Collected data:
+ + + + +
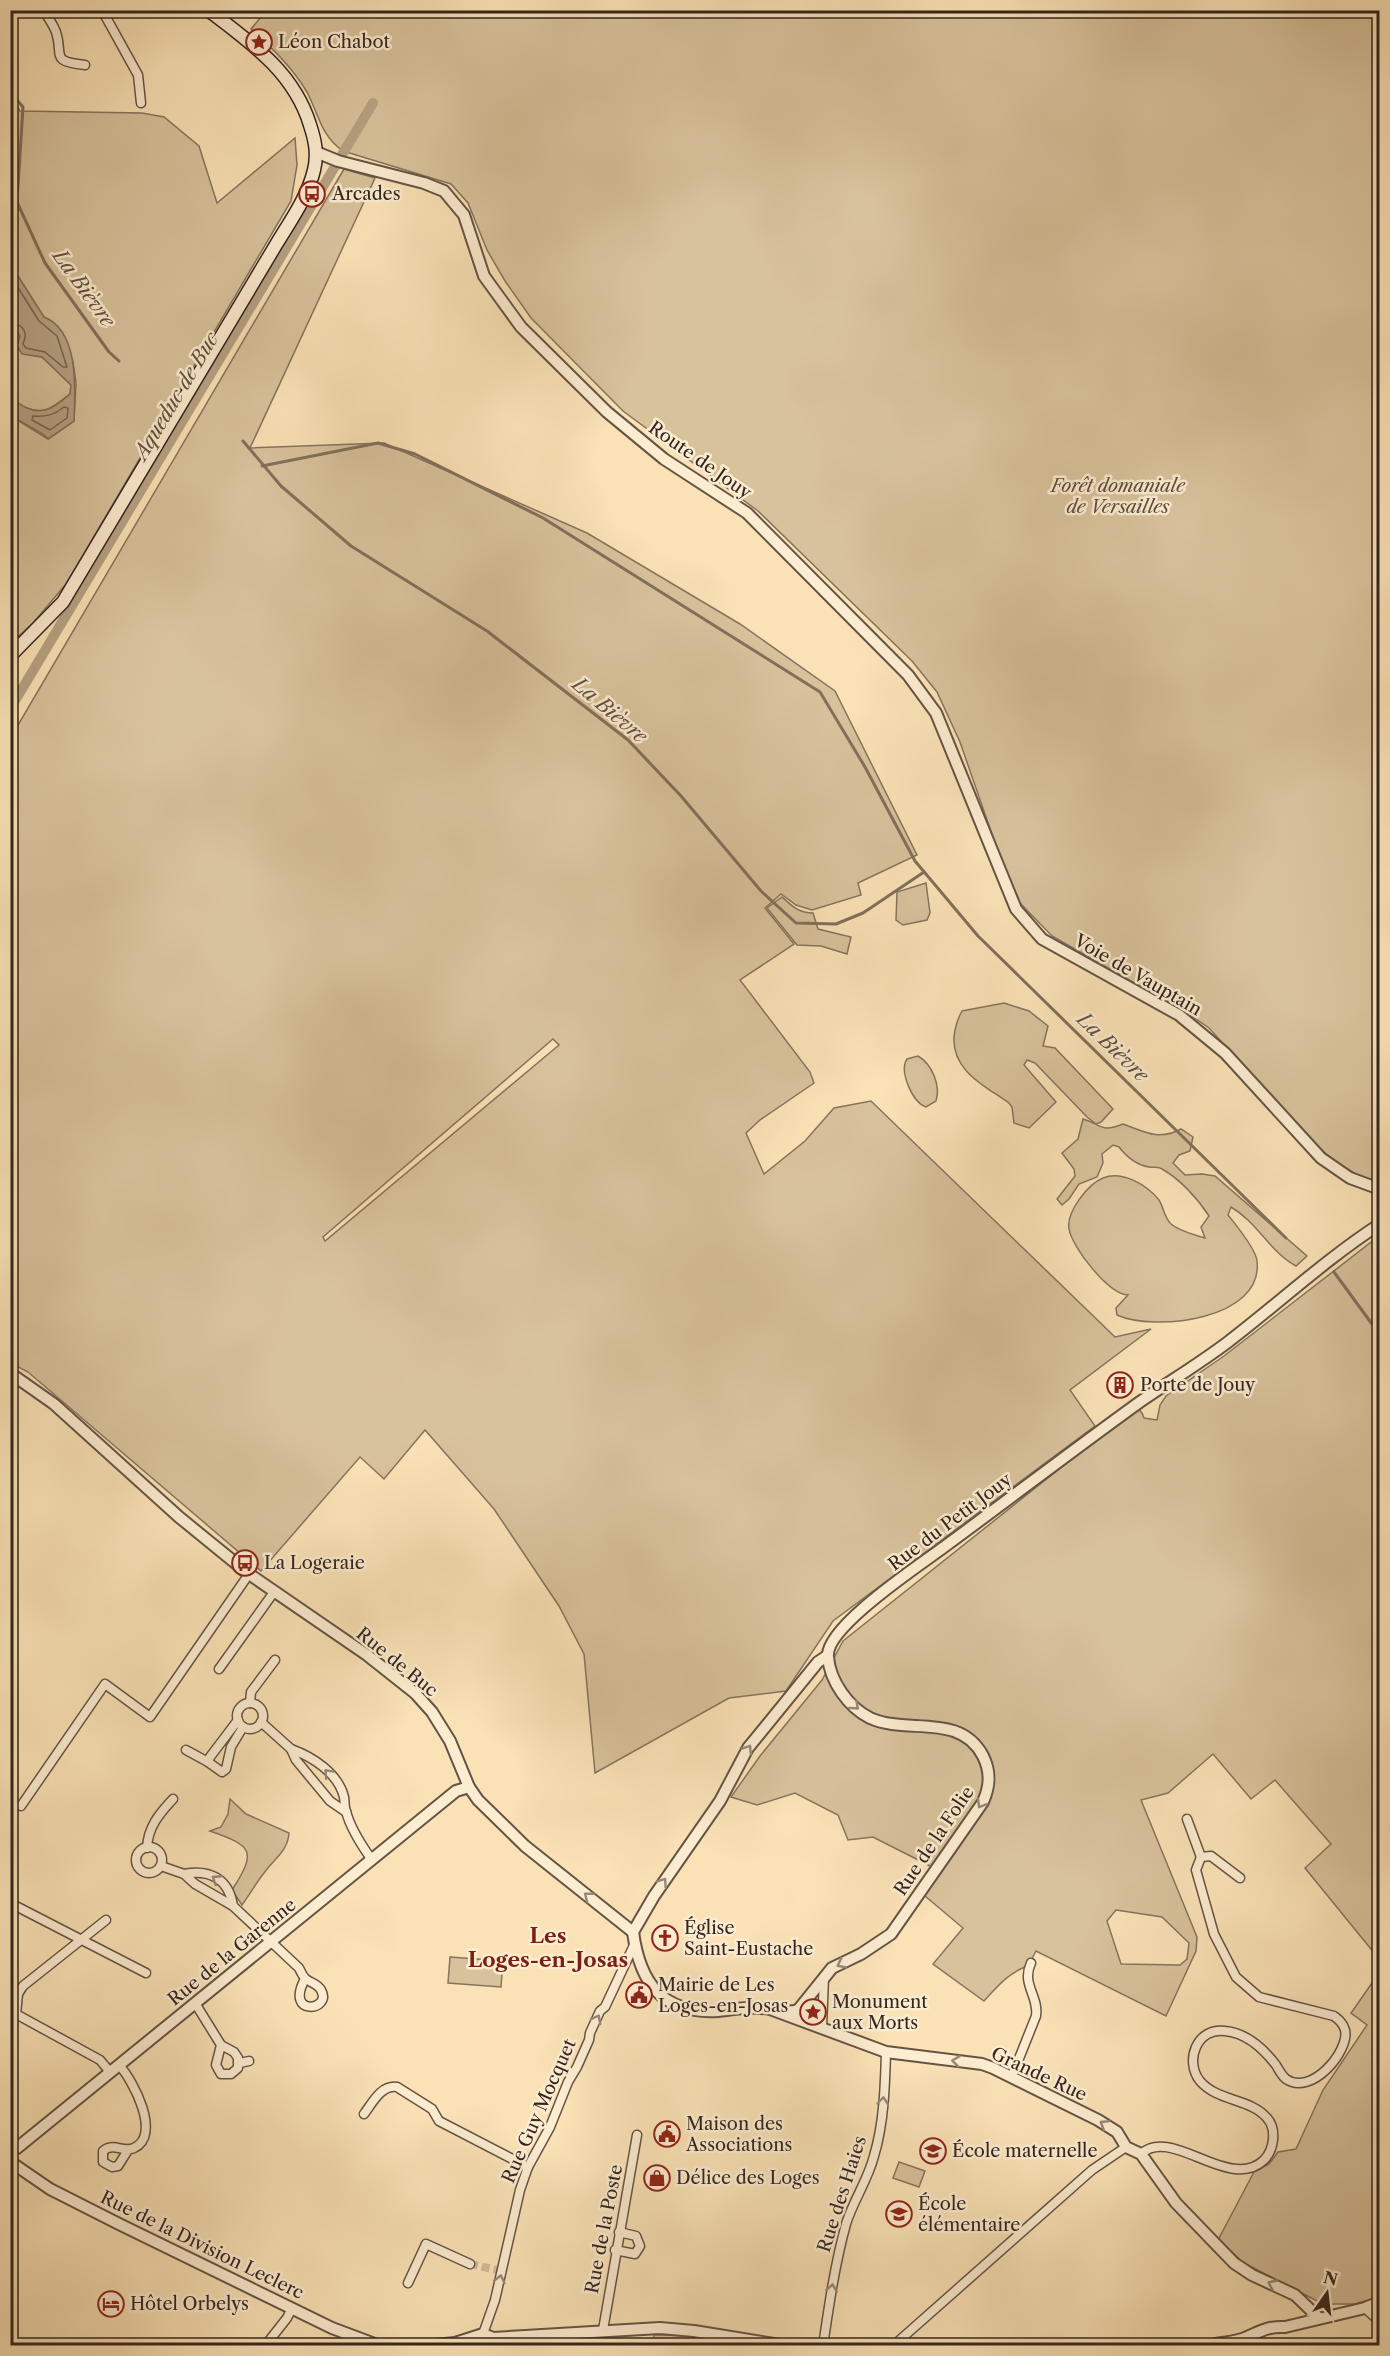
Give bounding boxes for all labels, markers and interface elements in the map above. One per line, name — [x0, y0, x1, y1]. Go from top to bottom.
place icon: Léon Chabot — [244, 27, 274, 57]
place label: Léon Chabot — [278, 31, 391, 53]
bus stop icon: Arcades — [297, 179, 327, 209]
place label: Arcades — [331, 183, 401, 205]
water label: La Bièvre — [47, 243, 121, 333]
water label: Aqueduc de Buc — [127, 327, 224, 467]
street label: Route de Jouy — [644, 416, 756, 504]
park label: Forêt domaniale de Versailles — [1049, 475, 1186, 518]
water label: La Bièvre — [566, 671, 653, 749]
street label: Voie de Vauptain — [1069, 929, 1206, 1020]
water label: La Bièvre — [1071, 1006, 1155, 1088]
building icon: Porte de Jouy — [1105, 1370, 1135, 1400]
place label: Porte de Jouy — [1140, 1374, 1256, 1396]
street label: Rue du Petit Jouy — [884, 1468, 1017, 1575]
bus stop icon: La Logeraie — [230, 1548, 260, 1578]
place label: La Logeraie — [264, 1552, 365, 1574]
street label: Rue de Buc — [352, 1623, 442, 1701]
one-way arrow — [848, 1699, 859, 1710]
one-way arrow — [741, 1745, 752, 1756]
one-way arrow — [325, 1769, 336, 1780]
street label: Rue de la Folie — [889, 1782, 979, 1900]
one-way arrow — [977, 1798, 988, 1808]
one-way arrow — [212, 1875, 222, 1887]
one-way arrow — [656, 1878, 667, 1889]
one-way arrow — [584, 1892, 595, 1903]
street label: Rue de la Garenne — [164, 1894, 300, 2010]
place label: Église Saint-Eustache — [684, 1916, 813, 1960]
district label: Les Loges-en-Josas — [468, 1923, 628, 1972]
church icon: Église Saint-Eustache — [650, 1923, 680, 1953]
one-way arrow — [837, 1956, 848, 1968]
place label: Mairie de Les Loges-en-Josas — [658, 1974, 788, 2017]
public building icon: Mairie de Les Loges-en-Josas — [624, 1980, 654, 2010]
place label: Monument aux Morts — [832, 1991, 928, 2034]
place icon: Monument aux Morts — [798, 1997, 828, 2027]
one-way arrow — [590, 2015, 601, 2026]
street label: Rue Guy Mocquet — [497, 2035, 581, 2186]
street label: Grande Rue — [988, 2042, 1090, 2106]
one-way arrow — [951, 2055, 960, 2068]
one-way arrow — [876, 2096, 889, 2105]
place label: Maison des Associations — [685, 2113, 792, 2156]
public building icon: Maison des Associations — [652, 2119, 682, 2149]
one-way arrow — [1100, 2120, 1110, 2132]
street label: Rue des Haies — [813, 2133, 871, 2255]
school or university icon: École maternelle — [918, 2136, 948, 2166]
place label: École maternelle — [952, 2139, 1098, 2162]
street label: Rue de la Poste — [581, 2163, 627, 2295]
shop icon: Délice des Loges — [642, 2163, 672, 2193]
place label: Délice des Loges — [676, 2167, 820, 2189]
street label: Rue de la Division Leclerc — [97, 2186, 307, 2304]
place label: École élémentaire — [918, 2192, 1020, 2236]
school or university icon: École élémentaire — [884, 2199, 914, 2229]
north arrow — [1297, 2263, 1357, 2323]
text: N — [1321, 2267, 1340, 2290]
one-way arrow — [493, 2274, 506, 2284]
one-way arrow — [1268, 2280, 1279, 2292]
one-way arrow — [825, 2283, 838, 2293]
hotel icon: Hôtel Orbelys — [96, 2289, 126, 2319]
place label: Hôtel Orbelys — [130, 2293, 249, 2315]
+ + + + +
> Work to be completed:
Search the data above for "Église" and copy every line where it turns up.

> Response area:
place label: Église Saint-Eustache — [684, 1916, 813, 1960]
church icon: Église Saint-Eustache — [650, 1923, 680, 1953]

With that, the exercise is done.